Madre
Mi abuela solía recortar las columnas de los diarios y pegarlas en un álbum. Eran tiempos en los que las mujeres permanecían en casa y ella permaneció en casa aspirando a ser como aquellos que leía. Muchos de aquellos autores eran las grandes firmas del suplemento El Dominical de El Comercio, donde hoy escribo y de cuyo equipo soy parte.
Esa fue una tradición que llegó a mi madre (que me contó de aquella afición). Mi madre leía, sobre todo, a los pensadores que trazaban las letras de aquel suplemento cultural del diario El Comercio y me enseñó sobre el valor de guardar los artículos como joyas. Me animó a elaborar mi propio álbum. Recuerdo aún en mi colección muchos de esos extraordinarios emblemas de la inteligencia y en particular un artículo sobre la envidia que Hegel provocaba en Schopenhauer. Ambos eran maestros de la misma universidad, pero Hegel llenaba el aula, muchos lo escuchaban de pie. Mientras el filósofo pesimista tenía no más de diez alumnos. Recuerdo muchos artículos más (incluyendo los del viejo y liberal Expreso), pero me prolongaría al infinito. En algún momento de mi adolescencia dejé el hábito de coleccionar columnas. El mundo me llamaba al juego y por años prescindí de la lectura, mientras mi madre bregaba por recuperarme.

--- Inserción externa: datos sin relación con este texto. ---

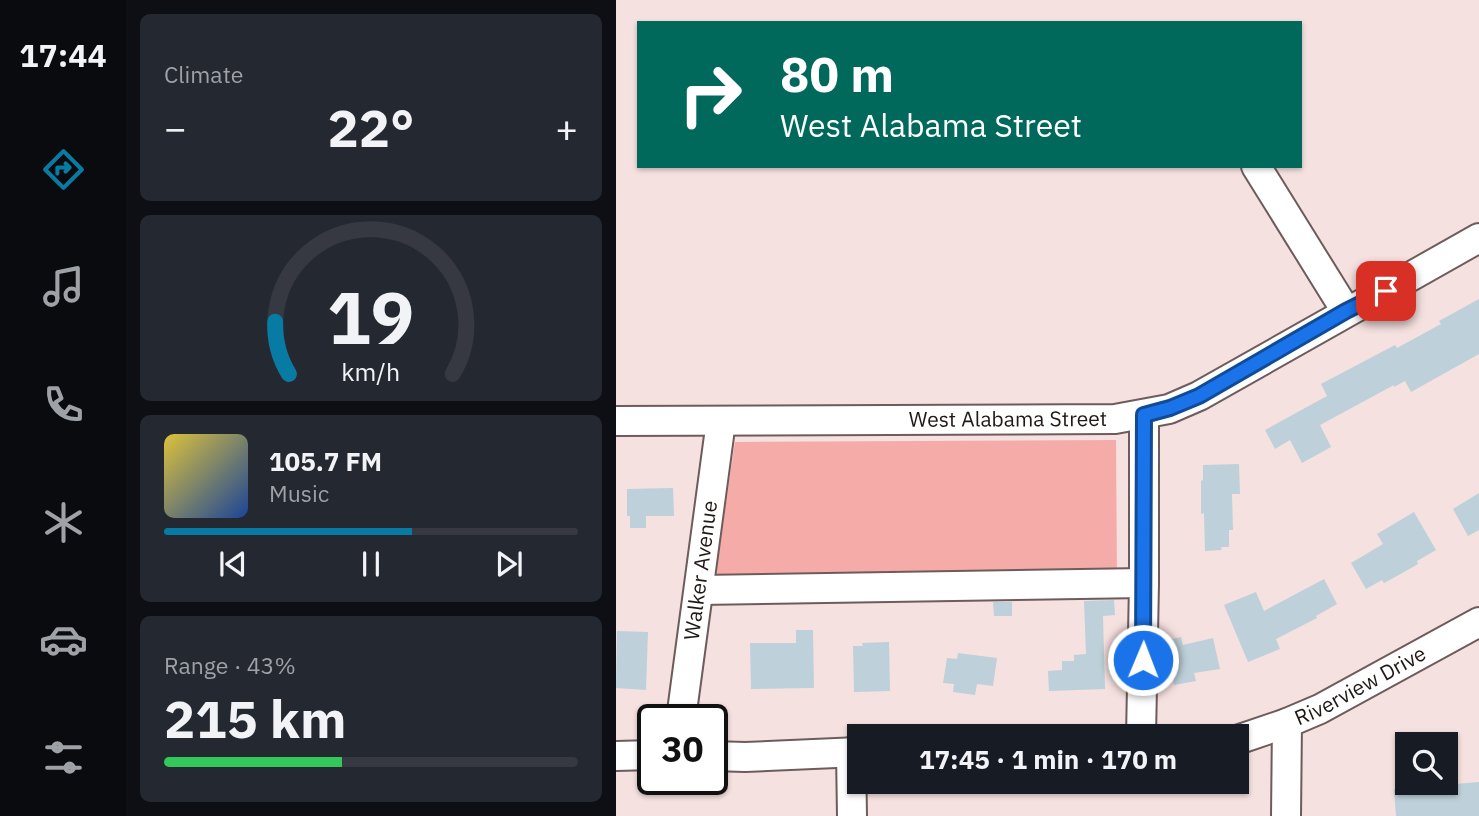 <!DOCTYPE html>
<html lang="en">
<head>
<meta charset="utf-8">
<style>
  body { margin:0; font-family:"IBM Plex Sans",sans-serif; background:#242831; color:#f1f3f6; height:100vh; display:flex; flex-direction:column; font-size:26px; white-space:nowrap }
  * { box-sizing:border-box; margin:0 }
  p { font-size:23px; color:#9ea1a6 }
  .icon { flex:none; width:38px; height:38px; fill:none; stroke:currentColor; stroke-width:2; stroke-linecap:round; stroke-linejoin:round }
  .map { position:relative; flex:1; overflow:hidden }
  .sheet { display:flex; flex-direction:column; gap:14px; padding:14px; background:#0d0f14; width:490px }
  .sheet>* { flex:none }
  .banner { position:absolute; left:21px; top:21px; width:665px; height:147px; border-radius:0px; box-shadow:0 2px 5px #0004; background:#00695c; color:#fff; overflow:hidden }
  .buttons { position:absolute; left:779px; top:732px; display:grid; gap:14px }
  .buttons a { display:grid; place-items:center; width:63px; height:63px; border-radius:0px; background:#171b24; box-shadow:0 2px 5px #0004; font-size:35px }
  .speed { position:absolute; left:21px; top:704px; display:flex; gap:14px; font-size:35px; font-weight:700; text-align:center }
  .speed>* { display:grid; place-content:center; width:91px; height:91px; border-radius:50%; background:#171b24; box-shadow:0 2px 5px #0004; line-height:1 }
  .speed .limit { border:4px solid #111; border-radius:10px; background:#fff; color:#111 }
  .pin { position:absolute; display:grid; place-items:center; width:60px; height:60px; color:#fff; margin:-30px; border-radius:14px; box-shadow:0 4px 10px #0006 }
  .me { position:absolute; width:77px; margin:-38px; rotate:1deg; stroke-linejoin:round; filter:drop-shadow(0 0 5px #0008) }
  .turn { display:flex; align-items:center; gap:24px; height:147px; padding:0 28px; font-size:32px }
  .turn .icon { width:91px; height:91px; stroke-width:2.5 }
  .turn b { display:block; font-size:49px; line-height:60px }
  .big { font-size:52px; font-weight:700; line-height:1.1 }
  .sheet .widget { flex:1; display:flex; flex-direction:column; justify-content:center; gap:10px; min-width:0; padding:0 24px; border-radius:10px; background:#242831 }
  .sheet .dial { align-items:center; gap:0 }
  .dial svg { height:182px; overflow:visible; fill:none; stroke:#363941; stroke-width:7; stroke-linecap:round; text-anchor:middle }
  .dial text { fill:#f1f3f6; stroke:none }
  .song { display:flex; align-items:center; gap:21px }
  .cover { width:84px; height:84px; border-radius:10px; background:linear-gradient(135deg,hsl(50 70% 55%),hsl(220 70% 35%)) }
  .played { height:7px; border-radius:4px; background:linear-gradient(90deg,#077ba4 60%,#363941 60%) }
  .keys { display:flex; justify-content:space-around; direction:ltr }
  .heat { display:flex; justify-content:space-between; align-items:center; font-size:38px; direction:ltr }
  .charge { height:10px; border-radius:5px; background:linear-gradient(90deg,#34c759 43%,#363941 0) }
  .trip { position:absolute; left:231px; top:724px; width:402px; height:70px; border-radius:0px; background:#171b24; box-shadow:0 2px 5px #0004; font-weight:700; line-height:70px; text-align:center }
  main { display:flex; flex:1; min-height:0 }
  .dock { display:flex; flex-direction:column; width:126px; justify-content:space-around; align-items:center; background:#090b0e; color:#9ea1a6 }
  .dock .icon { width:49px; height:49px }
  .dock .current { color:#077ba4 }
  .dock b { font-size:32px; color:#f1f3f6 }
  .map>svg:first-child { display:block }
</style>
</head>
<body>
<main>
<nav class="dock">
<b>17:44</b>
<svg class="icon current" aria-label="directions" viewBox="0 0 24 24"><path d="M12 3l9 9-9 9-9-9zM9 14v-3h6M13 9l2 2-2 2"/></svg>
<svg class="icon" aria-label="music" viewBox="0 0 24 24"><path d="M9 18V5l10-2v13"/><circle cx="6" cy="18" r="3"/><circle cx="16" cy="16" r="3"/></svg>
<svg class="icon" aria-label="phone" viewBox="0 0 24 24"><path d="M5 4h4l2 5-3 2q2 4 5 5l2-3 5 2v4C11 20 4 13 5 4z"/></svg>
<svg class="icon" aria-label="climate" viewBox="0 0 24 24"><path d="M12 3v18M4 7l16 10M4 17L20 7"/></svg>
<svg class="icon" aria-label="car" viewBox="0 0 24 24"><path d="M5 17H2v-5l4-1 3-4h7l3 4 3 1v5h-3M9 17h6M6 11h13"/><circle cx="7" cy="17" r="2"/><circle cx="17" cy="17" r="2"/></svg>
<svg class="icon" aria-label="filters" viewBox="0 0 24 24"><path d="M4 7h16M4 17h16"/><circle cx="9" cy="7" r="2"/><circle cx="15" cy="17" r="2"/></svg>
</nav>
<section class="sheet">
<div class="widget"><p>Climate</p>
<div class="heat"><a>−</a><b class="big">22°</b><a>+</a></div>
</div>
<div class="widget dial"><svg viewBox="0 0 100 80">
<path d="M14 69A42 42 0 1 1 86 69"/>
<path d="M14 69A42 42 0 0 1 8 46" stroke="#077ba4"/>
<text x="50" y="56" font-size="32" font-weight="700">19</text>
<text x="50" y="72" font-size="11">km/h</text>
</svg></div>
<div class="widget">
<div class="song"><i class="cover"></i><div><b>105.7 FM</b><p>Music</p></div></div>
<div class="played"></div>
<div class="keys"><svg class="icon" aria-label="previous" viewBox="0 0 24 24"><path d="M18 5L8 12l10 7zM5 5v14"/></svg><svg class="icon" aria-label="pause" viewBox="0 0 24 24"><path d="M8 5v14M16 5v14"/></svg><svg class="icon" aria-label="next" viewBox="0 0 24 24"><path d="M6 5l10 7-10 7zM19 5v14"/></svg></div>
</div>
<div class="widget"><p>Range · 43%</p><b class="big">215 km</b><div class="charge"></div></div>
</section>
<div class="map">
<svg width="863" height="816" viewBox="0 0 863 816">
  <rect width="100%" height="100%" fill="#f5e1e0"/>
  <path fill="#f5aca9" d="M500,440L501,578L98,581L119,442Z"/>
  <path fill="#bed0d9" d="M863,299V354L795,392L789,381L778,387V385L704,425L715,447L686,463L674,440L659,449L649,430L711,396L705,384L779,345L781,348L825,324L823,321Z
    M623,464L624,494H616L617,530H613V547H605L606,550L589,551L588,513L585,514V481L587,480V465Z
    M57,488L58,516H30V528H14V516H11V489Z
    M863,493V530L852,536L837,509Z
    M798,512L820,550L801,561L802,564L781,576L768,583L766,580L750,589L735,563L767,544L761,534Z
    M708,579L721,604L700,616L701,618L660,639L664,649L632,662L608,605L640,592L648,611Z
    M498,600L499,615L487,616L489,689L433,691L432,671L446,670V661H458V655L470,654L468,601Z
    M377,602H396V616H378Z
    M180,630H197L198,688L135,689L134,643H180Z
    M1,631L32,632L30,690L0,688Z
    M565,637L567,645L597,638L604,669L578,673L580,681L558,685L547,641Z
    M273,642L274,691L238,692L237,646H247L246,643Z
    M342,653L381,658L377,686L361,684L359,695L337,692L338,684L327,683L331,658L341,659Z
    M863,782V816H780L778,789Z"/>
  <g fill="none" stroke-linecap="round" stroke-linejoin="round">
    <g stroke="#6d5c5b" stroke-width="32">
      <g id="minor">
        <path d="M640,166L730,311"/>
        <path id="s1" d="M0,421L499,419L553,409L583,396L863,238"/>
        <path d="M83,590L528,583"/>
        <path id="s2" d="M65,719L105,421"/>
        <path d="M525,737L528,583V415"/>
        <path id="s3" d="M621,740L671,723L704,709L863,622"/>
        <path d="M235,752L236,816"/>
        <path d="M0,756L37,755"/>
        <path d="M96,756L129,757L243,752"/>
        <path d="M670,816L671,723"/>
      </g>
    </g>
    <use href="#minor" stroke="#fff" stroke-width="28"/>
  </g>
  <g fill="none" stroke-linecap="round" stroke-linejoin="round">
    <g stroke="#114b97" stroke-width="18">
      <path id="route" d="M527,660L528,415L554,408L583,396L730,311L770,291"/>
    </g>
    <use href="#route" stroke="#1a73e8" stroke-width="12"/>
  </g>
  <g text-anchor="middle" stroke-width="5" stroke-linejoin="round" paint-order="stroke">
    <g font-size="21" fill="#1f1817" stroke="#fff">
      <text dy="7" stroke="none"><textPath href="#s1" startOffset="392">West Alabama Street</textPath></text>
      <text dy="7" stroke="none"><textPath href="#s2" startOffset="150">Walker Avenue</textPath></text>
      <text dy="7" stroke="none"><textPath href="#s3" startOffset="135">Riverview Drive</textPath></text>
    </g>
  </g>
</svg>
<div class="buttons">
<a><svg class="icon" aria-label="search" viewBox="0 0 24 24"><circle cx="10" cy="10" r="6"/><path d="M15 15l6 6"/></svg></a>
</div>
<div class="speed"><div class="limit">30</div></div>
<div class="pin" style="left:770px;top:291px;background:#d93025"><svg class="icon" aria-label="arrive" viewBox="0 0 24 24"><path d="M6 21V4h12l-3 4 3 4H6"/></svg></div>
<svg class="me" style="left:527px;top:660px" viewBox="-20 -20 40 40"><circle r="17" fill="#1a73e8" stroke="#fff" stroke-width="3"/><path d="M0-11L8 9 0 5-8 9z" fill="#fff"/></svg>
<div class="trip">17:45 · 1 min · 170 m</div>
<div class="banner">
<div class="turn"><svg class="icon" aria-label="right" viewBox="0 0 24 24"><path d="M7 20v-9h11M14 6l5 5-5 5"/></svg><div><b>80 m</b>West Alabama Street</div></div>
</div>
</div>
</main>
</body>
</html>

He perdido ese álbum, pero no la memoria de las inquietudes intelectuales de mi madre, que nunca pisó una universidad, pero que leyó a Freud y tenía como biblia “El criterio”, de Jaime Balmes . Por ella esa fue una de las primeras, sino la primera obra que leí.
Ella me enseñó a pensar y a escribir mis pensamientos. Ella lo hacía sobre papeles que luego cortaba y guardaba en un cajón, dispersos. Entusiasta, se los mostraba a todos como una travesura, pero especialmente a mí en secreta complicidad, con esas letras de patas de araña. Aún hoy en la bruma, nunca deja de llevar uno de esos viejos articulos en su cartera.
Pintaba cuadros (fue alumna de Miguel Ángel Cuadros) y escribía, porque mi madre hubiera querido ser Gauguin o, con menos plataforma, alguno de esos grandes intelectuales que escribían libros y cuyos pensamientos se plasmaban en ese gran referente que era y es El Dominical o en algunos de esos suplementos de la cultura, tan extraños en nuestro medio.
Para variar, mi madre hizo un álbum con mis columnas porque su criatura pasó a ser un buen día uno de esos columnistas que ella admiraba. Comencé en el diario Correo y ella no dejaba pasar la ocasión para leerme y releerme aun cuando lo que escribía era lo que a ella menos le interesaba: la política. Pero le emocionaba ver mi foto en la página de un tabloide. Mi foto era la carta de presentación que completaba y enriquecía el artículo. Yo hacía de tripas corazón por estar, por siempre estar, y mi madre me leía y me leyó cuando comencé a escribir en la página de opinión de El Comercio. Era su premio mayor y era el mío. Ambos viejos tenían casi en un altar aquel primer artículo que publiqué en el decano y que titulé: “Los desahuciados de siempre”, en contra de la indiferencia que solemos guardar por los ancianos.
El premio mayor para ella fue cuando entré a trabajar a El Comercio (diario que era una tradición familiar desde muy detrás) y más todavía cuando me incorporé a El Dominical hace un par de años. Ella se dedicó a coleccionar mis artículos con devoción. Si una admiradora tuve, mientras la razón y la luz clareaban su mente, era mi madre (desde luego, también mi enorgullecido viejo). Ella, como él, releyeron mi primera novela infinidad de veces y nunca faltaba uno de mis libros en la mesa de noche de ella. “Bueno, es que son tus padres”, dirán. Pues sí, quizás…
Ella hubiera querido escribir una columna, que leyeran sus pensamientos. Admiraba la pluma de una poeta que nos obsequiaba con sus pensamientos desde Luces (de El Comercio), no la dejaba de leer. Pero tampoco dejaba de leer a aquellos que escribían con el corazón, con la locura, antes que con el rigor del intelecto, fue profundamente erasmiana. No eran los tiempos aún en los que las sombras acechaban su pacífica lumbre, aun distaba del más fiero de los laberintos.
A ella, a mi madre, le debo cualquier inquietud intelectual y se la debo desde aquellos años remotos en que, muy pequeño, me hablaba de Dios y del infinito, de Borges y de los cometas, del supremo misterio de la vida que ella, con sus escaseces parecía conocer y que yo me esforzaba y aún me esfuerzo por comprender.